Matthias Fekl, secrétaire d'état chargé du commerce extérieur, de la promotion du tourisme et des Français de l'étranger :

Monsieur Bacquet, j'ai tenu les mêmes propos au cours d'un débat en Lot-et-Garonne et je n'ai pas eu le moins du monde le sentiment qu'on ne m'entendait pas. Les citoyens, extrêmement attentifs à la question, ont au contraire très bien compris la position de la France : en l'état, ce traité n'a pas d'intérêt pour notre pays – ni pour notre économie ni en termes de respect de certains principes et valeurs que je n'ai cessé de rappeler depuis ma nomination. En l'état, nous y sommes donc hostiles. Je l'ai moi-même répété tout au long de l'année dernière. Cela a également été dit avec beaucoup de force par le chef de l'État au début de mois de mai. Je ne crois pas qu'il y ait là la moindre ambiguïté, et je suis prêt à venir parler du sujet devant tous ceux qui le souhaiteront.

Madame Lebranchu, vous savez l'importance que j'accorde aux exportations des PME, qui font l'objet d'une feuille de route spécifique. Nos dispositifs ne parviennent pas forcément à bien cibler les PME. Les enjeux sont pourtant très importants, d'autant que les PME sont les premières victimes de ce qui ressort des doubles contrôles, notamment en matière agricole. Des formalités douanières extrêmement complexes peuvent être rédhibitoires et dissuader une PME d'exporter. Sur ce point, nous ne notons pas d'évolution favorable des négociations. Nous sommes évidemment preneurs de tous les travaux parlementaires sur la question, pas seulement en ce qui concerne les États-Unis. J'organise moi-même le 14 juin prochain, au Quai d'Orsay, le deuxième forum des PME à l'international. Le premier, au mois de mars 2015, avait surtout traité de la réforme des dispositifs d'accompagnement à l'export. Cette fois, nous examinerons les opportunités des PME, y compris en matière d'e-commerce, de simplification, etc. Vous y êtes évidemment tous invités, mesdames et messieurs les députés.

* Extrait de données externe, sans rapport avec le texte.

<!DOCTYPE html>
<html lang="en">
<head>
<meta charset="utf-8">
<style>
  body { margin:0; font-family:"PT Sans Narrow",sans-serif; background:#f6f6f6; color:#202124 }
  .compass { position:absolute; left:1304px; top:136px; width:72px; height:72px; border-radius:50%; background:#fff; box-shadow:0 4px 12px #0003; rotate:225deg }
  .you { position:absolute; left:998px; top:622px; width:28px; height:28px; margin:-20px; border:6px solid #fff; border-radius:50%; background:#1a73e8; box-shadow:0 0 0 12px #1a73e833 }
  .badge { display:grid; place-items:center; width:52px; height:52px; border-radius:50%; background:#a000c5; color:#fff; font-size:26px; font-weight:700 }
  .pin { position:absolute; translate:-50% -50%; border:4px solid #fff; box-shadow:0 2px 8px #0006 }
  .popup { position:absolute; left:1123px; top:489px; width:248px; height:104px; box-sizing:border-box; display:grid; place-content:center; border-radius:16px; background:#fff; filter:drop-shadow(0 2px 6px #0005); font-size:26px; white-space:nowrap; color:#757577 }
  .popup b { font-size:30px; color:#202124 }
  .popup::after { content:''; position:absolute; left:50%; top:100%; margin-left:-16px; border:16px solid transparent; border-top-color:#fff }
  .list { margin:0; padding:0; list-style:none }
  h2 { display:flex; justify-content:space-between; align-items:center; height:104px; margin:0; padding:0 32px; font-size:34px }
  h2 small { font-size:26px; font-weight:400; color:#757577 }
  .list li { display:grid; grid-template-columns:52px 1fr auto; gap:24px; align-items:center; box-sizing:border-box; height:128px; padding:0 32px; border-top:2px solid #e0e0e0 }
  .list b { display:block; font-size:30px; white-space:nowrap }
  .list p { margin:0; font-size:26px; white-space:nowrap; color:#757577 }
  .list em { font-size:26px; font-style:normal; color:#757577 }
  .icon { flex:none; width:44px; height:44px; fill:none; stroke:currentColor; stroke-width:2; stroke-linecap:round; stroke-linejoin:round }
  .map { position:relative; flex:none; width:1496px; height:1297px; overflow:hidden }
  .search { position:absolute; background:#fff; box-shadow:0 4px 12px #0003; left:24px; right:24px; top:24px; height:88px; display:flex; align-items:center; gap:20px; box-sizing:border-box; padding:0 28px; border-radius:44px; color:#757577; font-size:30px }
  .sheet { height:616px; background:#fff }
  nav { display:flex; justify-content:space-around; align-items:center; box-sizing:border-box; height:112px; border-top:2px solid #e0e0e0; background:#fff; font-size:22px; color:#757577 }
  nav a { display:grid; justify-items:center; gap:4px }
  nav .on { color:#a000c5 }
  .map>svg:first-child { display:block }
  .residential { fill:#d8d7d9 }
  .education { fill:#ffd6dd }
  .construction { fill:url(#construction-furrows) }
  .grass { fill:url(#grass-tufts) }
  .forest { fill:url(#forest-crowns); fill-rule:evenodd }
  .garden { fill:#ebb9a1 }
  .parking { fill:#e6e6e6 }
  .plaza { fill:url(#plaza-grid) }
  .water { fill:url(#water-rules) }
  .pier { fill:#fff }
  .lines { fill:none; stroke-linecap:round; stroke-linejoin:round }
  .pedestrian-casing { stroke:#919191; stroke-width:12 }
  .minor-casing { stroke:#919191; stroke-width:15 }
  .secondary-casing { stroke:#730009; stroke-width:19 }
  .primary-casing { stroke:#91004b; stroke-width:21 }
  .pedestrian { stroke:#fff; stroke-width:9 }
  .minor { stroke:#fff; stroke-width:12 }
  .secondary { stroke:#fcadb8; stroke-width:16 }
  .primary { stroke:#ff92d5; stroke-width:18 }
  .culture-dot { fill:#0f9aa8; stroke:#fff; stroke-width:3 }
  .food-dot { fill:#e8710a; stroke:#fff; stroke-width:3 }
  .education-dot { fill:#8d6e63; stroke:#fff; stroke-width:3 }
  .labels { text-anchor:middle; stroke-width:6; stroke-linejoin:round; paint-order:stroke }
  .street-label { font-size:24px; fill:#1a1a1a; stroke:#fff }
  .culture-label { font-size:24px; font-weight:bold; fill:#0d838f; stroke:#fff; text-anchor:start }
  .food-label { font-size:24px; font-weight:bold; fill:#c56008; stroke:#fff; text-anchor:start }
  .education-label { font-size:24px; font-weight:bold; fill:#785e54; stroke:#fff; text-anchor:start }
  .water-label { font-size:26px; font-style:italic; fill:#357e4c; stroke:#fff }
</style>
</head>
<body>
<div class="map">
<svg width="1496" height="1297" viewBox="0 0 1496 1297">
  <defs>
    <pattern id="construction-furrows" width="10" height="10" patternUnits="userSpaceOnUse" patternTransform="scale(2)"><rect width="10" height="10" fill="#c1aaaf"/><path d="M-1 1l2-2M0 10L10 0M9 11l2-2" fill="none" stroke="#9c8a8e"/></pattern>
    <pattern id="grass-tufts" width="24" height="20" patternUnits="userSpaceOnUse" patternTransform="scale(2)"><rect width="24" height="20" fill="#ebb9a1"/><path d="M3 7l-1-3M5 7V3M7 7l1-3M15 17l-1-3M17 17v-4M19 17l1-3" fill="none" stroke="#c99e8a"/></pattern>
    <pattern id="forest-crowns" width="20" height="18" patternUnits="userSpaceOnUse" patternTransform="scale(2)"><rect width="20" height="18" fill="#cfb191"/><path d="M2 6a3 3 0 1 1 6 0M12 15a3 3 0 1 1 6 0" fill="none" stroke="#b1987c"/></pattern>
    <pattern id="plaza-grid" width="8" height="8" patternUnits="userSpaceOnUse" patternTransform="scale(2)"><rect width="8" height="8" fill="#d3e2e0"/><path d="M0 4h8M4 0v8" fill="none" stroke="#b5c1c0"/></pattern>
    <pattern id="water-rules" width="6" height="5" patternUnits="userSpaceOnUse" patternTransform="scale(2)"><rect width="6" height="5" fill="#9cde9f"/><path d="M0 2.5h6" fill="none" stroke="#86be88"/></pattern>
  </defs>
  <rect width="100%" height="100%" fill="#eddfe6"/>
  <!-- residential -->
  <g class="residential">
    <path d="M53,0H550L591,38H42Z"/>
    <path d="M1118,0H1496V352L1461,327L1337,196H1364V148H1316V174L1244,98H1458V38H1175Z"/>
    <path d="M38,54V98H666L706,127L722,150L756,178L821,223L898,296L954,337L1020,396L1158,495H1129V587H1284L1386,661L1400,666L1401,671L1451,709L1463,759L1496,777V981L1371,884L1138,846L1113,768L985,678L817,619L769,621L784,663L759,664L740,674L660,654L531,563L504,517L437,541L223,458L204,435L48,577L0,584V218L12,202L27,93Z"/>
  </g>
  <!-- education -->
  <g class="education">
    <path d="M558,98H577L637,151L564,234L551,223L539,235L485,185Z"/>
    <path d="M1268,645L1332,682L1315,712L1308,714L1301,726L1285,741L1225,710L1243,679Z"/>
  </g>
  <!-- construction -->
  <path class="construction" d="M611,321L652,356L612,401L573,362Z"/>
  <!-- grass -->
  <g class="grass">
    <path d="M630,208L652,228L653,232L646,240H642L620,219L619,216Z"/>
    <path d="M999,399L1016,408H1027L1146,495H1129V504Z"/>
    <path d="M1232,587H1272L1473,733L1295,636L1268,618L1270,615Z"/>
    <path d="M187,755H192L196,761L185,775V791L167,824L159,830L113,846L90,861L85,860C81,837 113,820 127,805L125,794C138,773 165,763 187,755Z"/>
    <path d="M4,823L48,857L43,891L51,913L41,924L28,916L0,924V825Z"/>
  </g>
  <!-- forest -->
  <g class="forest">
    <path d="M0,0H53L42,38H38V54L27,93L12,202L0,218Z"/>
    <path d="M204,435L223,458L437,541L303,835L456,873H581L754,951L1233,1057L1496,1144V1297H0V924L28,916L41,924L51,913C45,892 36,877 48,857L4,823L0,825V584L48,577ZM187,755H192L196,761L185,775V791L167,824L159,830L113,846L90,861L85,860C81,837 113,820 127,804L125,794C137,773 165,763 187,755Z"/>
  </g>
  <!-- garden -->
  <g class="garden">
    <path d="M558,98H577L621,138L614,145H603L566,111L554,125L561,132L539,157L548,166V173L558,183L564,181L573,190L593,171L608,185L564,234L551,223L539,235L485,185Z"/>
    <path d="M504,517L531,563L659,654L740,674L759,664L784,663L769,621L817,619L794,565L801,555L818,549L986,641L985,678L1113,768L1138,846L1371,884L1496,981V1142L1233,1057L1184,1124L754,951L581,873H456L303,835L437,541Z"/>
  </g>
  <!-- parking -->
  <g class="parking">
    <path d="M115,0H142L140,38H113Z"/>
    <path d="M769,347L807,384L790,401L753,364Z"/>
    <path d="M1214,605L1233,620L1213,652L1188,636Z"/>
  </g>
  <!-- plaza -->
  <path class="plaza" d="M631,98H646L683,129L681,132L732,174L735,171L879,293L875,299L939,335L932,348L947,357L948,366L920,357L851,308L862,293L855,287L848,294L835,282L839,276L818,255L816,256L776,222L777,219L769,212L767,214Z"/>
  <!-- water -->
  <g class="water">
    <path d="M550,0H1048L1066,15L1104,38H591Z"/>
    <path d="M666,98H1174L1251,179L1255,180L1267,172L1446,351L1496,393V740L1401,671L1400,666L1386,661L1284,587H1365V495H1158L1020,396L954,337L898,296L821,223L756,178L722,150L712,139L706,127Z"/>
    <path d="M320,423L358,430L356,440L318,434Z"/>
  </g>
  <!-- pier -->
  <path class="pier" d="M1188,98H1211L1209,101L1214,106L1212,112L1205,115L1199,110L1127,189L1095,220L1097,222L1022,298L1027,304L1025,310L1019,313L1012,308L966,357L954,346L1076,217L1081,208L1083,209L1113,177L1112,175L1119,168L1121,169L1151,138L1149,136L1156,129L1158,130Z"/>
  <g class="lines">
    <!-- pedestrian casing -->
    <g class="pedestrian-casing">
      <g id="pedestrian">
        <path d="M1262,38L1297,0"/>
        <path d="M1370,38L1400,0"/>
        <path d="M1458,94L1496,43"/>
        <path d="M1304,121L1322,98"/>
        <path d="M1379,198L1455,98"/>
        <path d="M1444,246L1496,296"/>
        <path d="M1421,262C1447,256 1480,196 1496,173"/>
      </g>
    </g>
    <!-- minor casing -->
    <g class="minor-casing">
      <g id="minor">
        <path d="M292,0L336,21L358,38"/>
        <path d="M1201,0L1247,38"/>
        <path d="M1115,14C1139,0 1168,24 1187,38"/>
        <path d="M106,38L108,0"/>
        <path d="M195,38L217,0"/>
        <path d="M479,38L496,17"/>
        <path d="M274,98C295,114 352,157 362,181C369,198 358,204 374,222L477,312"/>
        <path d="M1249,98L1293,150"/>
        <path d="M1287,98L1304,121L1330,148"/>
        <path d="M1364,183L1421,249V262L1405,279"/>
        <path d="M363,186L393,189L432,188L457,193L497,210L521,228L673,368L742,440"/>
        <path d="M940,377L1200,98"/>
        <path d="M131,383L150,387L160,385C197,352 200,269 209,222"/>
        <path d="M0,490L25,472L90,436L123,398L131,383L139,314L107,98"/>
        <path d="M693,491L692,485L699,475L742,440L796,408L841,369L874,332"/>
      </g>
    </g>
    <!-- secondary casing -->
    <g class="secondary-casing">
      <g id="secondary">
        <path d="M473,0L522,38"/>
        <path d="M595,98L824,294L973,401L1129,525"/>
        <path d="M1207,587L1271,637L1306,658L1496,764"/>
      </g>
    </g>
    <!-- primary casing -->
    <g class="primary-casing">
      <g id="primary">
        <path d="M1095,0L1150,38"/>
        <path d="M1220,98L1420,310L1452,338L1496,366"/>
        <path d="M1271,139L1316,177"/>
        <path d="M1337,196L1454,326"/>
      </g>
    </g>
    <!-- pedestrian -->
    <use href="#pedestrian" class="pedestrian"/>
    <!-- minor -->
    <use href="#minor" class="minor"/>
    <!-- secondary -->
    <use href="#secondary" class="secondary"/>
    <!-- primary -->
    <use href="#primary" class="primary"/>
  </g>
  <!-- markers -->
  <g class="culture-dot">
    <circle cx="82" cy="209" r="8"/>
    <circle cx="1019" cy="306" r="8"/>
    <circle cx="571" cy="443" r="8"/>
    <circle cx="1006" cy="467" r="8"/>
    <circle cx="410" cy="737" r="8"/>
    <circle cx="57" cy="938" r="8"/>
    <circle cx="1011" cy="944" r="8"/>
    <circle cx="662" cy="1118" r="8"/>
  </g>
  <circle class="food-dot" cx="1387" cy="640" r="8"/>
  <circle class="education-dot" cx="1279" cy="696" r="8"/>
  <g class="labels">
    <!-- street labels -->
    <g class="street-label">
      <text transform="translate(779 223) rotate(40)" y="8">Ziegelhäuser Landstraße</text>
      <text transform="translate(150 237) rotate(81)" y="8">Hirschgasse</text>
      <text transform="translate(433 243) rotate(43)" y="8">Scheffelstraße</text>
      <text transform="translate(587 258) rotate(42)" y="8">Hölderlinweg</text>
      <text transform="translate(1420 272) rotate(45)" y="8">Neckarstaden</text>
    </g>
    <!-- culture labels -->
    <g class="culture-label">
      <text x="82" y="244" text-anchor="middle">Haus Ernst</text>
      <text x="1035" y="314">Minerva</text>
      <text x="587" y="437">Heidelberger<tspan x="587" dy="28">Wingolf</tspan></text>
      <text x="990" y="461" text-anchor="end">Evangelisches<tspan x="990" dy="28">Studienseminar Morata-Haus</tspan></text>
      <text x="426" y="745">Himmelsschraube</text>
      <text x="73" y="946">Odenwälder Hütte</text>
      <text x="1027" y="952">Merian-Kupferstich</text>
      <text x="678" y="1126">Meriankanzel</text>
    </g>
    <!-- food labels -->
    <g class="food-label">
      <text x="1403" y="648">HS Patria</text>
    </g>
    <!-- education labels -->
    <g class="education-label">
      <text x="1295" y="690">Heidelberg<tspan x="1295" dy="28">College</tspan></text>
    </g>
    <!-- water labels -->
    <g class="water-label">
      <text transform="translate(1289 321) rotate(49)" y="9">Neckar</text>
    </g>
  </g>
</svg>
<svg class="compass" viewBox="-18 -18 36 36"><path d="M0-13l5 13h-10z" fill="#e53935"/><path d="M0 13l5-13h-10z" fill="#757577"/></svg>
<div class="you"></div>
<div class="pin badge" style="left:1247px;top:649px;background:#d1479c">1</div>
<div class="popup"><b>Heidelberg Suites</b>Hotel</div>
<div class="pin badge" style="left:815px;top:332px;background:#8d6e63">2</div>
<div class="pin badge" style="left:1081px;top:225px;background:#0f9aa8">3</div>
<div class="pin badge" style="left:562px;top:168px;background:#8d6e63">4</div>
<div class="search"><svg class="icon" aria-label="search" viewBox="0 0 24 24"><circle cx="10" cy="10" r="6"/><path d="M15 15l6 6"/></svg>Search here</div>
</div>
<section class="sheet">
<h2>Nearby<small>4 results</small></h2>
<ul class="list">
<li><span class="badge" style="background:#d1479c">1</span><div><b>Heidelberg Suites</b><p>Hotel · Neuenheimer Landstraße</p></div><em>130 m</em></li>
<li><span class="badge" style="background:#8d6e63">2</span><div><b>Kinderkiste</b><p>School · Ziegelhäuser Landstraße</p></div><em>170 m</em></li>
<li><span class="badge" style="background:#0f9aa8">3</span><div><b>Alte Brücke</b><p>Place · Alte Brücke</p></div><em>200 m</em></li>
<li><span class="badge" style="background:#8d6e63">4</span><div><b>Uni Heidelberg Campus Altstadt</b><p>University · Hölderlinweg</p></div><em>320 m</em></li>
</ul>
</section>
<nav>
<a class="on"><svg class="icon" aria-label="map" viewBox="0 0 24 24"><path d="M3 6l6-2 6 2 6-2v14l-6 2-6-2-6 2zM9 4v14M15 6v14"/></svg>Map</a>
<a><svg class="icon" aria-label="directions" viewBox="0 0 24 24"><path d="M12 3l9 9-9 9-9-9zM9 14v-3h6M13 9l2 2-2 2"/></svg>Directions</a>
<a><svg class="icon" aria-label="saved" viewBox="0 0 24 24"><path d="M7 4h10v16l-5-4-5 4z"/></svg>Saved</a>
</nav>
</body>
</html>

Madame Fort, vous avez bien fait d'auditionner le rapporteur du CESE. J'ai moi-même été auditionné par le CESE, qui effectue un travail important. J'ai également rencontré le député européen Franck Proust, lors de mon dernier déplacement à Bruxelles, mais j'ai aussi rencontré le député Poisson. Je rencontre aussi bien les députés de l'opposition que ceux de la majorité.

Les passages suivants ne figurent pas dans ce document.